Turkish President Recep Tayyip Erdogan was among the targets of an investigation in Turkey into suspected bribery and money laundering in connection with a scheme to help Iran evade sanctions, a former Istanbul police officer has testified.
The officer, Huseyin Korkmaz, told a New York court on December 11 that the Turkish investigation that he led in 2012-2013 initially focused on Turkish-Iranian businessman Reza Zarrab, who U.S. prosecutors have said was the mastermind behind the Iran sanctions evasion scheme, but later grew to include dozens of others.
He called Erdogan the “No. 1” target in a group that also included former Economy Minister Mehmet Zafer Caglayan and Suleyman Aslan, the ex-CEO of state-owned Halkbank, which he said was at the center of the scheme.
Korkmaz — a witness in the trial of Halkbank executive Mehmet Hakan Atilla, who is charged with participation in the Iran sanctions evasion scheme — testified that Erdogan ultimately killed the case by firing and jailing the prosecutors and judges who pursued it.
As the lead investigator in the Turkish case, Korkmaz said he was reassigned and ultimately jailed. He said that after his release, he fled the country and took with him a cache of the investigative materials that he eventually turned over to U.S. authorities, who are now using the evidence in their case against Atilla.
If accurate, Korkmaz’s testimony confirms for the first time that the corruption case in Turkey was aimed directly at Erdogan — not just his ministers, associates, and family members.
Erdogan reacted angrily when the U.S. prosecutors opened their own case.

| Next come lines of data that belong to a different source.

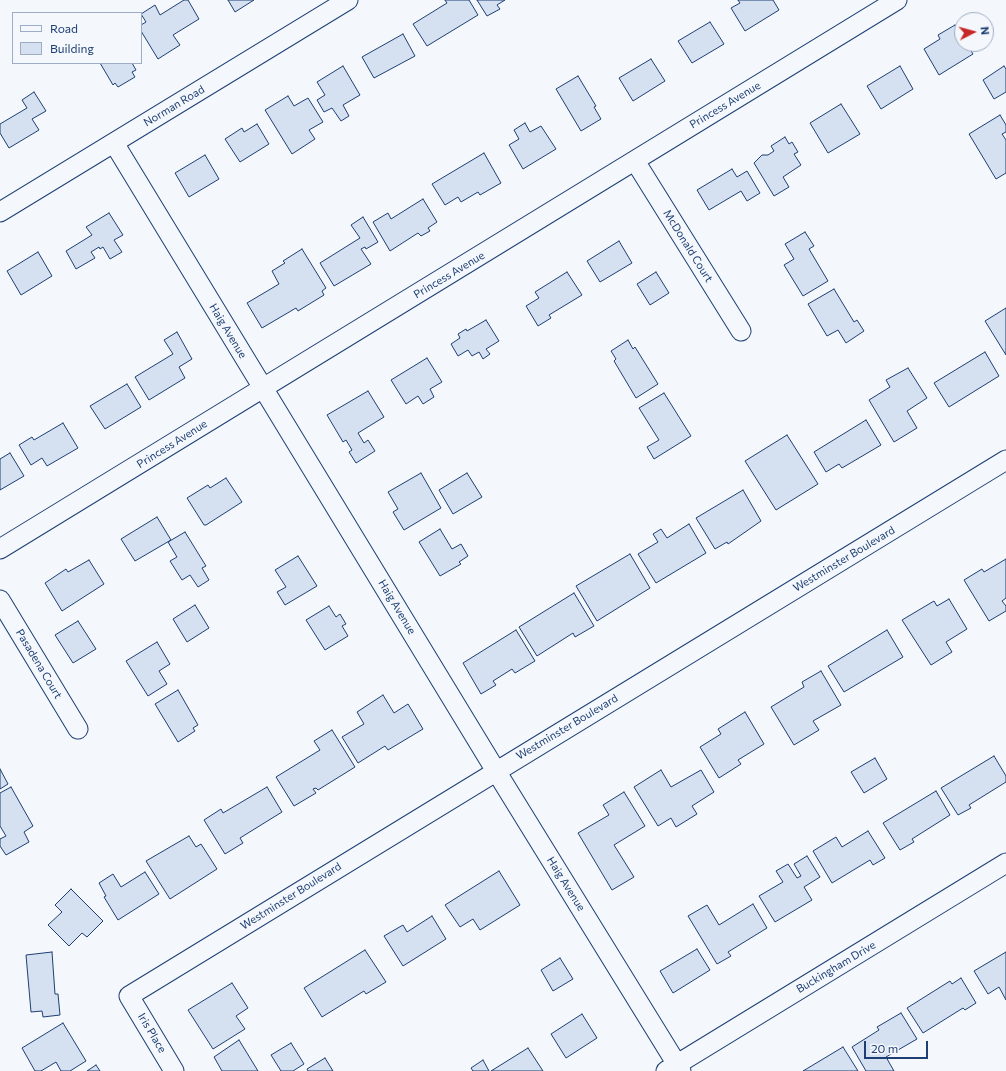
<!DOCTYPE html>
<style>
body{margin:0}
#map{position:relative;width:1006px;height:1071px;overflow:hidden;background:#f4f7fb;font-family:Commissioner,sans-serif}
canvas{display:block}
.legend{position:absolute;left:12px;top:12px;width:130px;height:52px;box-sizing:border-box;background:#f4f7fb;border:1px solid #9eadc5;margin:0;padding:5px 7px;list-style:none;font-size:12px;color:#1d3f73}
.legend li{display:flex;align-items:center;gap:8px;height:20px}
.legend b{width:20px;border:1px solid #9eadc5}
.north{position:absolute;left:954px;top:12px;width:40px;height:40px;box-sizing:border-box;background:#f4f7fb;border:1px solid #9eadc5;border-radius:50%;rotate:84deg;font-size:11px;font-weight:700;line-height:16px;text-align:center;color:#1d3f73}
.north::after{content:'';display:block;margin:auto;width:14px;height:18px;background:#c62828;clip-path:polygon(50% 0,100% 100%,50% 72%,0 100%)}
.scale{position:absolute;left:864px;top:1041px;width:64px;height:18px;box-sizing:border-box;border:2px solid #1d3f73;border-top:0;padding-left:5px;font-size:12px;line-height:14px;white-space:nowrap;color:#1d3f73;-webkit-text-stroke:3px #f4f7fb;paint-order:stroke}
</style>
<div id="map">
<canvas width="1006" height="1071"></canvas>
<ul class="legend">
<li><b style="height:5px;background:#f4f7fb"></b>Road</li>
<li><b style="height:11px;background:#d5e0f0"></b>Building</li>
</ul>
<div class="north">N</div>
<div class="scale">20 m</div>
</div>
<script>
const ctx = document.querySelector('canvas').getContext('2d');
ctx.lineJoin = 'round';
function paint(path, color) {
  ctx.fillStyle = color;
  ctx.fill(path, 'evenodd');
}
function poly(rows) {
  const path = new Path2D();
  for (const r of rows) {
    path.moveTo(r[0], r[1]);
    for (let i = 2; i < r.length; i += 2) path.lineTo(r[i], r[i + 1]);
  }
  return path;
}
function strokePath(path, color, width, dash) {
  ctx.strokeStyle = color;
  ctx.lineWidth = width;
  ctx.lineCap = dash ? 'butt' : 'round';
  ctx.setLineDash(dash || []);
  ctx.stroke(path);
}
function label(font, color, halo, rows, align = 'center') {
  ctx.font = font + ' Commissioner,sans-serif';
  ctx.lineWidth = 3;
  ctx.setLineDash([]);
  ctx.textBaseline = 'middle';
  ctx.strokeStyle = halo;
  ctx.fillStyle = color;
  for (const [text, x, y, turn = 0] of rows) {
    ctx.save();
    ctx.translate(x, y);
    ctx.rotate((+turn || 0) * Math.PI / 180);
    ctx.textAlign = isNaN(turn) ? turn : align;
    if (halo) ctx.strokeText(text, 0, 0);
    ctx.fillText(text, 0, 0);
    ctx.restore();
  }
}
const building = poly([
 [184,0,188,0,199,19,173,35,180,45,158,59,141,31,141,25,146,22,141,14,155,5,160,15,184,0],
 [228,0,254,0,235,12,228,0],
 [445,0,469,0,478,15,427,46,413,24,447,3,445,0],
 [477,0,505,0,497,5,500,9,487,16,477,0],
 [738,0,773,0,779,10,745,31,731,8,740,3,738,0],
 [710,22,724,44,692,63,678,41,710,22],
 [955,25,962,36,962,44,967,44,973,54,939,75,924,49,940,39,938,35,955,25],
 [403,34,415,56,374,78,362,57,403,34],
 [651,59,665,81,633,101,619,78,651,59],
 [100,63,132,63,136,70,132,72,135,77,118,87,115,83,113,85,100,63],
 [343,66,360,95,343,105,349,116,341,121,332,108,324,112,317,100,325,95,317,82,343,66],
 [900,66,913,89,881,109,867,86,900,66],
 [1004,66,1006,69,1006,92,994,99,983,80,1004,66],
 [578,76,596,106,594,107,601,119,581,131,556,89,578,76],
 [34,92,46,111,32,119,39,130,9,148,0,133,0,124,27,108,22,100,34,92],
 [288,96,294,106,308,98,323,122,309,130,315,139,292,154,265,110,288,96],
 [841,104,860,134,828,153,810,123,841,104],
 [1000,115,1006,125,1006,132,1002,134,1006,140,1006,173,996,179,969,134,1000,115],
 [525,123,530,132,541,126,556,149,523,169,509,145,519,139,514,130,525,123],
 [257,124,269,144,240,162,225,139,242,128,244,132,257,124],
 [785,137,789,144,792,142,798,152,794,154,801,165,783,177,789,187,774,196,754,163,762,155,768,155,774,151,771,146,785,137],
 [484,153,501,183,480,195,478,192,461,202,458,197,445,205,432,184,484,153],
 [205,155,219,179,189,197,175,173,205,155],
 [732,169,737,177,747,171,760,193,747,201,741,191,709,210,697,190,732,169],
 [423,199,437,222,428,228,430,231,421,236,418,233,390,251,373,222,388,213,391,219,423,199],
 [109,213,123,235,114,240,122,252,110,259,103,247,100,249,99,247,91,252,95,258,76,269,66,251,92,235,86,227,109,213],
 [363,217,378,242,366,249,365,247,361,249,371,264,334,286,320,263,360,238,351,225,363,217],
 [805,232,814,246,809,249,828,281,803,296,784,265,794,259,785,244,805,232],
 [619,241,632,263,600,282,587,261,619,241],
 [302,249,326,288,322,291,324,295,298,311,296,308,262,328,247,303,279,284,272,271,285,263,283,261,302,249],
 [38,252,52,276,21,295,7,271,38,252],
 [567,272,582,295,549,315,551,318,538,326,526,306,539,298,535,292,567,272],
 [656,272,669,293,650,305,637,284,656,272],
 [834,289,854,322,857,320,864,331,846,343,838,330,827,336,808,304,834,289],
 [1006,308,1006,355,985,321,1006,308],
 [486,320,499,341,486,349,490,354,483,359,479,352,472,356,468,350,458,356,451,344,460,338,458,334,466,329,467,331,486,320],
 [177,332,192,359,179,367,185,378,149,400,135,377,173,354,164,340,177,332],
 [628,340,633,349,635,347,658,384,636,398,614,361,616,359,611,351,628,340],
 [985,352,999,376,949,407,934,383,985,352],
 [427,358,442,382,430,389,434,397,423,404,418,396,406,404,391,380,427,358],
 [908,368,927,398,907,411,917,428,894,442,869,400,890,387,886,380,908,368],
 [127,384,141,407,105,429,90,406,127,384],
 [368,391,384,417,358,433,364,443,368,440,375,451,356,463,349,452,352,450,346,440,343,442,327,415,368,391],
 [664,393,691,436,654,459,647,447,659,440,639,408,664,393],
 [866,420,881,445,842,468,839,464,826,472,814,452,866,420],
 [63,423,78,448,47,466,42,458,31,465,19,445,32,437,34,440,63,423],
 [787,435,818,484,776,510,745,461,787,435],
 [10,453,24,476,0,490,0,459,10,453],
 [421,473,441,508,404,530,393,512,398,509,388,492,421,473],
 [467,473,482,497,453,514,439,490,467,473],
 [226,478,242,502,206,525,204,525,187,498,208,485,210,488,226,478],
 [743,490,761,521,728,544,727,542,715,549,696,518,743,490],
 [157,517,171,540,135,561,121,539,157,517],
 [689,524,706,553,656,583,638,554,658,542,653,534,661,529,667,538,689,524],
 [440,529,452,549,461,544,468,556,459,562,461,564,440,576,419,542,440,529],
 [185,532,206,566,202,568,209,580,198,587,190,575,182,580,170,561,177,557,168,542,185,532],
 [630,554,650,588,597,621,576,586,630,554],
 [298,556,317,586,285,605,277,592,286,587,275,570,298,556],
 [1006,559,1006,598,1002,601,1006,606,1006,611,989,621,964,580,982,569,984,572,1006,559],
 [89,560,104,584,62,611,45,583,66,569,68,572,89,560],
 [574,593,594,626,575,637,573,633,537,656,519,627,574,593],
 [949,599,967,629,946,642,952,652,931,665,902,620,934,601,937,606,949,599],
 [195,605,209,628,187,642,173,619,195,605],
 [329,606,336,617,340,614,346,624,342,626,348,636,325,650,306,620,329,606],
 [78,621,96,649,73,663,55,635,78,621],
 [516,630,535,661,515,673,512,669,493,681,496,685,481,694,463,663,516,630],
 [887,630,903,657,844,692,828,666,887,630],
 [157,642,170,664,159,671,167,684,148,696,126,661,157,642],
 [821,671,841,705,813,721,819,730,794,745,771,707,804,687,802,682,821,671],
 [178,690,198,725,193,728,195,731,178,742,155,704,178,690],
 [383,695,394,713,408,704,423,729,388,750,385,746,358,763,342,737,364,724,357,712,383,695],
 [745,712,764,744,738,760,741,764,719,778,700,747,721,734,718,729,745,712],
 [332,730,355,767,318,790,316,788,313,789,316,793,294,806,276,777,320,750,314,741,332,730],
 [994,756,1006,776,1006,782,969,805,971,808,958,815,941,788,994,756],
 [875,758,887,779,864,793,851,772,875,758],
 [0,769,8,784,0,789,0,769],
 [661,770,671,787,701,770,714,792,692,806,697,814,676,827,671,818,658,826,634,787,661,770],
 [11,787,33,826,24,832,29,842,6,855,0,846,0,839,6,836,0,826,0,793,11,787],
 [267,787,282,812,240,838,243,843,225,854,204,820,221,809,223,813,267,787],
 [936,791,950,815,912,839,914,842,900,850,883,823,936,791],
 [624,792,645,826,614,845,634,877,612,890,578,833,609,815,603,805,624,792],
 [868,831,885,858,873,865,870,860,832,883,813,851,836,837,842,847,868,831],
 [189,836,196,847,201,844,217,869,170,899,146,861,189,836],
 [807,856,820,877,804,887,812,900,775,922,759,896,783,882,776,871,788,864,797,878,801,876,794,864,807,856],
 [499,871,520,905,480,930,473,919,460,927,445,905,499,871],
 [145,872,159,894,118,920,104,897,106,896,99,883,113,874,121,887,145,872],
 [71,889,103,921,87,937,82,933,69,946,48,925,62,912,55,905,71,889],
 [753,904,767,928,728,952,731,956,717,964,688,916,707,905,719,925,753,904],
 [432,916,446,939,403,966,384,936,403,925,407,932,432,916],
 [697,949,710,970,673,993,660,971,697,949],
 [365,950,386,982,366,994,364,991,322,1017,304,988,365,950],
 [52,952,55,994,58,994,60,1015,43,1017,42,1011,31,1012,26,955,52,952],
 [1006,952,1006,1000,999,987,988,994,974,971,1006,952],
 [560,958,573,979,553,991,541,970,560,958],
 [961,978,976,1003,965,1010,963,1008,923,1033,907,1008,950,981,952,984,961,978],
 [232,983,248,1008,236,1016,245,1029,213,1049,188,1010,232,983],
 [901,1013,917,1039,886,1057,894,1071,866,1071,852,1047,879,1030,877,1027,901,1013],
 [582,1014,597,1038,566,1058,551,1034,582,1014],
 [63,1023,86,1061,70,1071,61,1071,56,1062,41,1071,35,1071,22,1048,63,1023],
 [239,1040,258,1071,222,1071,214,1057,239,1040],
 [291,1043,304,1064,293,1071,281,1071,271,1055,291,1043],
 [843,1047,858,1071,803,1071,843,1047],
 [528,1048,543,1071,491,1071,528,1048],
 [325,1058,333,1071,308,1071,307,1069,325,1058],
 [483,1060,489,1071,473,1071,471,1068,483,1060],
 [96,1065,100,1071,87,1071,96,1065]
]);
const minor = poly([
 [114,143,496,771,681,1071],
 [635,161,741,331],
 [0,212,348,0],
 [0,549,897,0],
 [0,600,78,729],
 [174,1071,129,996,1006,460],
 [666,1071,1006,863]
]);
const streetNames = [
 ["Princess Avenue",725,105,-31],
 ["Norman Road",174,106,-31],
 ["McDonald Court",688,246,58],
 ["Princess Avenue",449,275,-31],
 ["Haig Avenue",228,331,59],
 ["Princess Avenue",172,444,-32],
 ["Westminster Boulevard",844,559,-31],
 ["Haig Avenue",397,607,59],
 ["Pasadena Court",39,664,59],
 ["Westminster Boulevard",567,727,-31],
 ["Haig Avenue",566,884,58],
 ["Westminster Boulevard",291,896,-32],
 ["Buckingham Drive",836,967,-31],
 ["Iris Place",152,1033,59]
];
paint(building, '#d5e0f0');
strokePath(building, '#1d3f73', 1);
strokePath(minor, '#1d3f73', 21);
strokePath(minor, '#f4f7fb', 19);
label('11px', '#1d3f73', '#f4f7fb', streetNames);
</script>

Erdogan personally lobbied for the release of Zarrab and Atilla at the White House and has heatedly denounced U.S. prosecutors’ decision to pursue the case.
In shutting down the Turkish investigation in 2013, Erdogan called it a coup plot that sought to remove his government from power. He and his deputies have described the U.S. case in much the same way in recent weeks.
The Turkish investigation ended after Zarrab’s December 2013 arrest in Turkey and a raid on Aslan’s home, where authorities said they found millions of dollars stuffed into shoe boxes. Photos of the cash recovered from the raid were shown to the jury in New York.
As the United States ratcheted up financial sanctions on Iran over its nuclear and missile programs, Tehran was increasingly unable to access billions of dollars piling up in overseas banks from oil sales to foreign countries.
U.S. prosecutors allege that Zarrab, with the aid of Turkish officials and bank executives, ran a laundering scheme to get around the sanctions and use Iran’s money to make international payments on its behalf, including $1 billion that flowed through New York banks in violation of U.S. sanctions.
Zarrab pleaded guilty shortly before the U.S. trial and spent seven days on the witness stand testifying against Halkbank executive Atilla, who is charged as Zarrab’s co-conspirator but is now the lone defendant in the U.S. case. He has pleaded not guilty.
Nine people in all have been indicted, including Aslan and Caglayan, who have denied the charges. All but Atilla and Zarrab have avoided U.S. arrest. Erdogan has never been charged.
In testimony last week, Zarrab said he was told that Erdogan personally ordered that two Turkish banks be cut in on the alleged laundering scheme, and that Erdogan ordered the resumption of the alleged sanctions-evasion scheme after his government quashed the investigation.
Erdogan was prime minister until late August 2014, when he became president.
Much of Korkmaz’s testimony on December 11 focused on how the 2013 Turkish investigation targeting Zarrab and Erdogan, among others, was shut down and bribery payments were made to keep the sanctions evasion scheme going.
Witnesses have said that the laundering scheme first employed gold trading as a means of getting Iran’s money out of Halkbank, then turned to disguising the flows as humanitarian food shipments after revised sanctions rules banned the gold trade.
Korkmaz said he was jailed for more than a year after Erdogan’s government fired the Turkish investigators. He was released on bail in February 2016.
Fearing for his safety, Korkmaz said, he hired a smuggler in August 2016 to help him flee Turkey. Afraid he’d be tortured if caught and sent back home, he said he went through two countries before he obtained a new passport under a false name.
Korkmaz said he ultimately came to the United States with the help of U.S. law enforcement officials. At the airport, he said, he gave authorities a trove of materials he had taken, including audio recordings, photographs, statements, and documents.
Korkmaz said he took the evidence out of Turkey because he believed it would have been destroyed there.